Being Single in the SLC

Friday, April 16, 2010

Very strange dreams last night. I didn't really think they were significant, but as I'm thinking about them more, they make perfect sense. I had a dream that The DJ and I went to my parents house. Somehow it ends up that Th Ex is there, and he is the next door neighbor. So I see that his place is still in shambles, just how I left it. I guess he is going on a vacation with my parents, and his kids are there. I'm trying to hide from him, but he sees us. He walks up to me and says that he wants me to leave. That he doesn't get to see his kids very often and I'm ruining it for him. I agree to leave, but The DJ gets pissed. They start fighting, but as they are fighting The DJ turns into The Ex. So it's two Of The Exes fighting. I'm trying to stop them, but at this point suddenly I can't move from where I'm at. I start gripping the grass trying to pull myself towards them, but it's just not working. At this point I wake up. And in a completely terrible mood.

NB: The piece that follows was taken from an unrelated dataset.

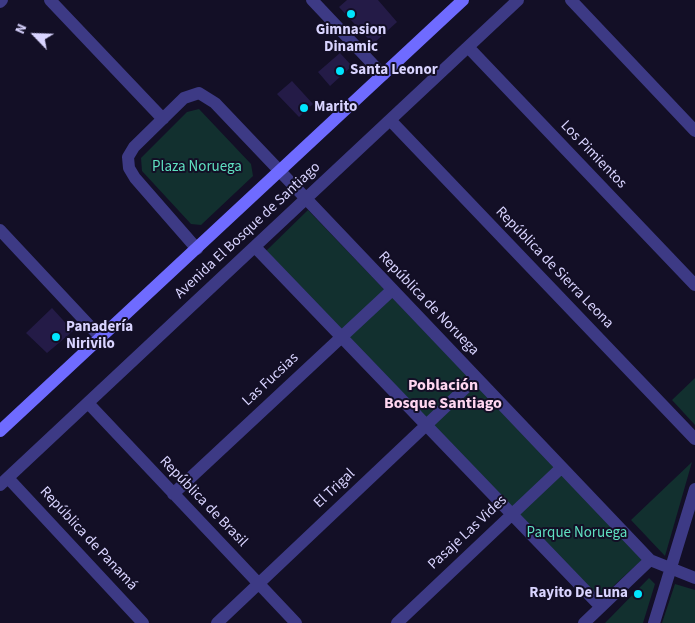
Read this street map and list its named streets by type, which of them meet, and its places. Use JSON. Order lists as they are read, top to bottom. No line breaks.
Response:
{"streets":{"main road":["Avenida El Bosque de Santiago"],"street":["Los Pimientos","República de Sierra Leona","República de Noruega","Las Fucsias","El Trigal","República de Brasil","Pasaje Las Vides","República de Panamá"]},"crossings":[["Los Pimientos","Avenida El Bosque de Santiago"],["Avenida El Bosque de Santiago","República de Sierra Leona"],["Avenida El Bosque de Santiago","República de Noruega"],["Avenida El Bosque de Santiago","República de Brasil"],["Avenida El Bosque de Santiago","República de Panamá"],["República de Noruega","Las Fucsias"],["República de Noruega","El Trigal"],["República de Noruega","Pasaje Las Vides"],["Las Fucsias","República de Brasil"],["El Trigal","República de Brasil"]],"districts":["Población Bosque Santiago"],"parks":["Plaza Noruega","Parque Noruega"],"places":["Gimnasion Dinamic","Santa Leonor","Marito","Panadería Nirivilo","Rayito De Luna"],"north":"top left"}
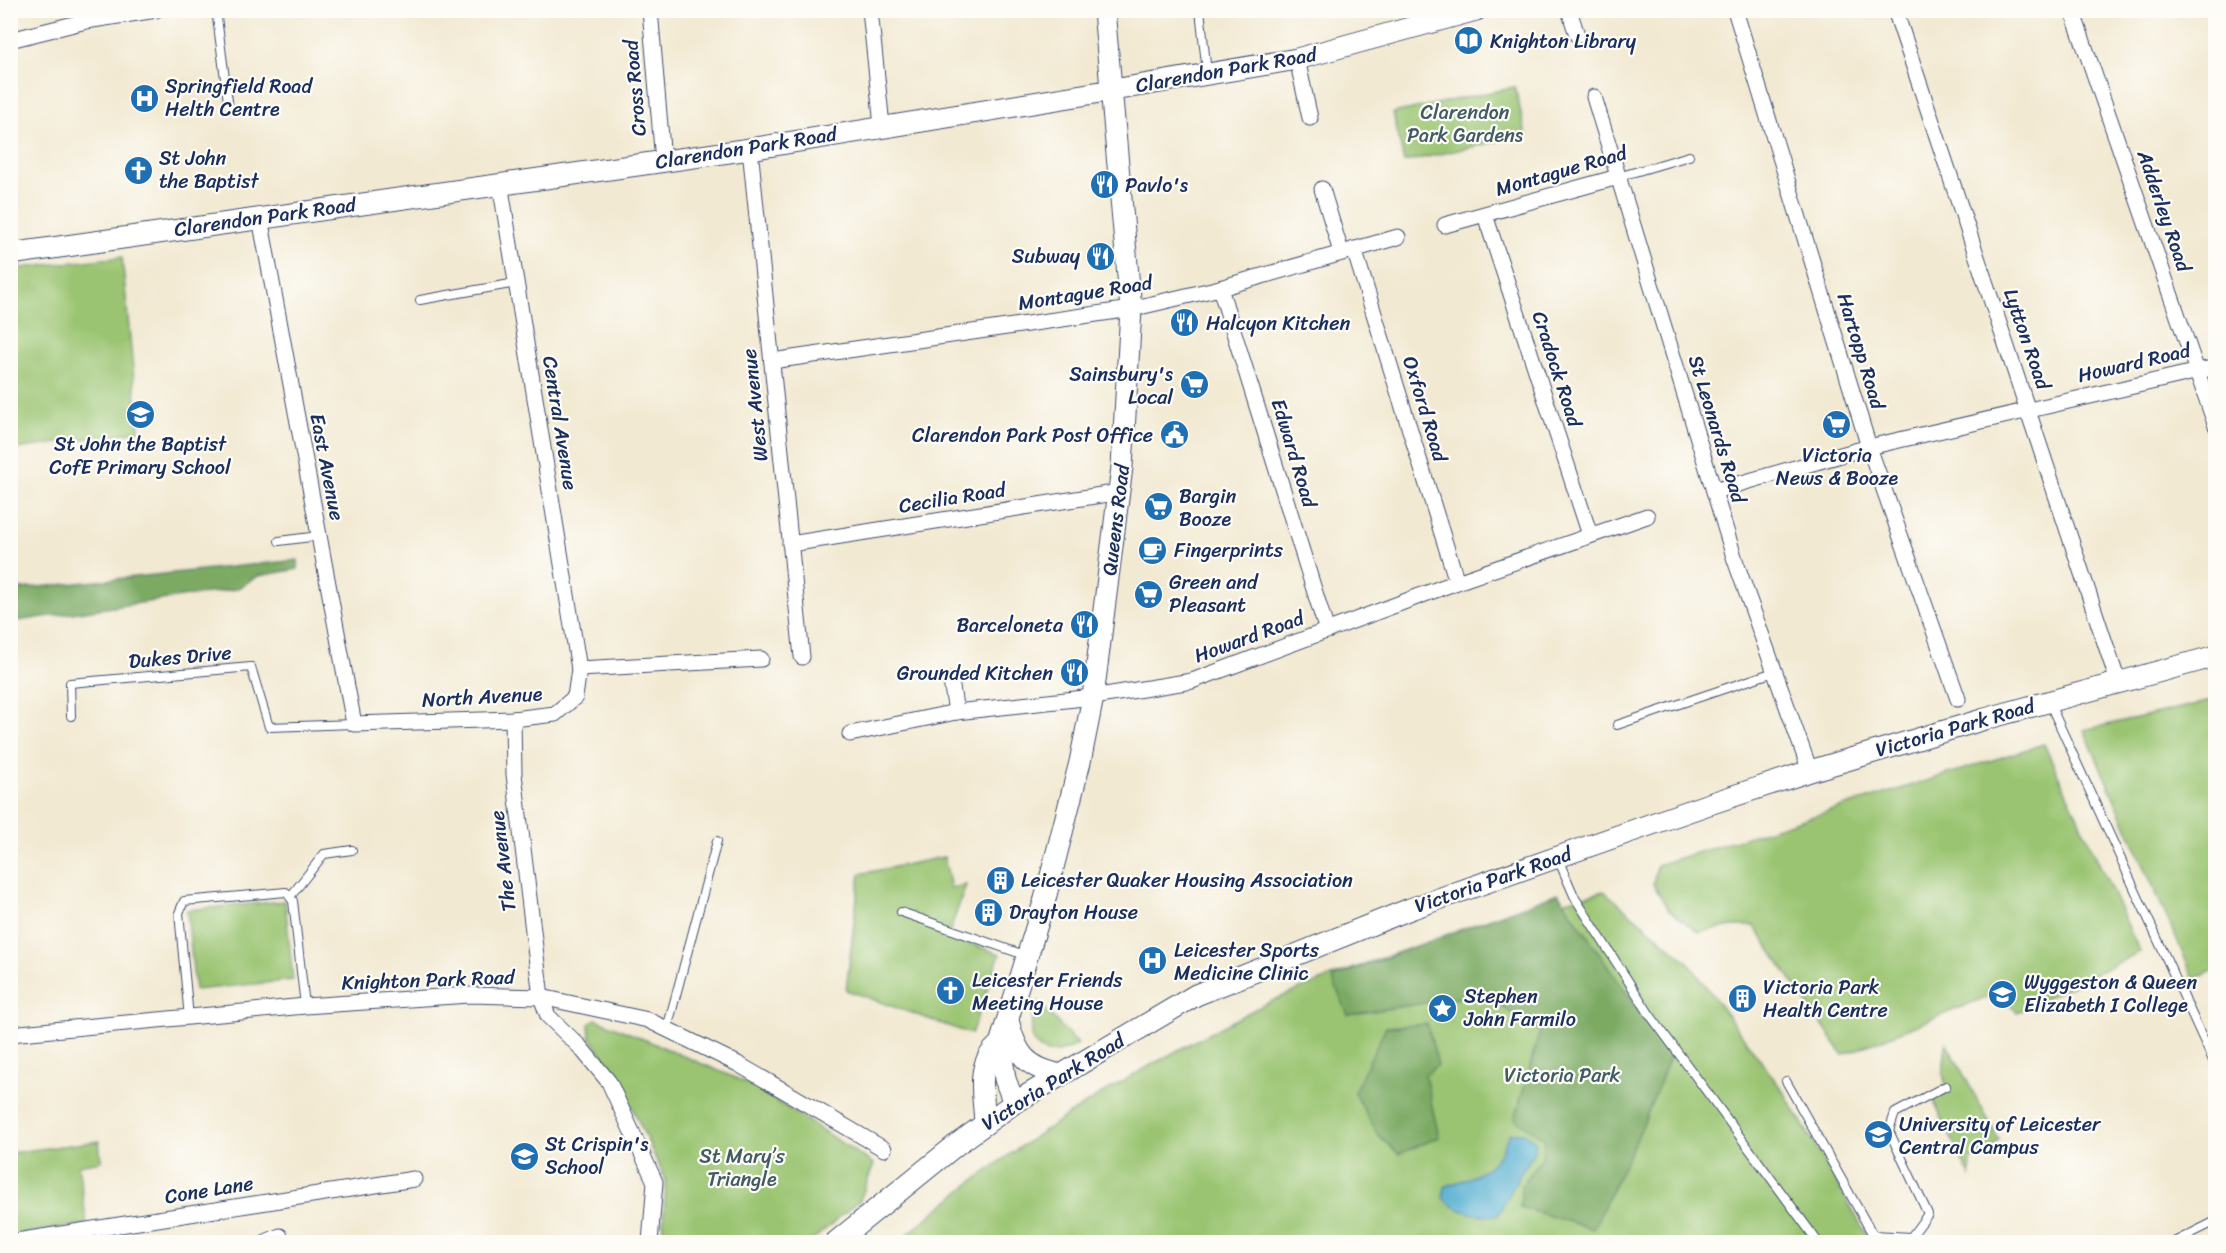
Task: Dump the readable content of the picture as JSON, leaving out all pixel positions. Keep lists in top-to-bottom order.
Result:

I just kind of let it go, chalk it up to another weird dream. But, I took The DJ to work, and as we pull up there are these strippers smoking outside. And he says bye, and no kiss. He always kisses me goodbye. But I can see in his eyes. He doesn't want them to know I'm his girlfriend, or he doesn't want them to know he has one. It killed me. And then the dream makes perfect sense. From wanting to hang out with me less, not wanting me to go inside the strip club, we don't kiss anymore, no sex for 2 weeks. Even the goddamn nu-metal he's been listening to. My dream shows my fears of this relationship turning into the miserable one I got out of. I'm afraid he's turning into The Ex. The anxiousness, the self esteem issues because of his new job. It's definitely not as bad, but I can't help but worry.

I hate that my last relationship has turned me into such a pessimistic, worrier. I used to be so carefree. And now I expect the worst all the time, because that's just the way it was for 6 years. The worst.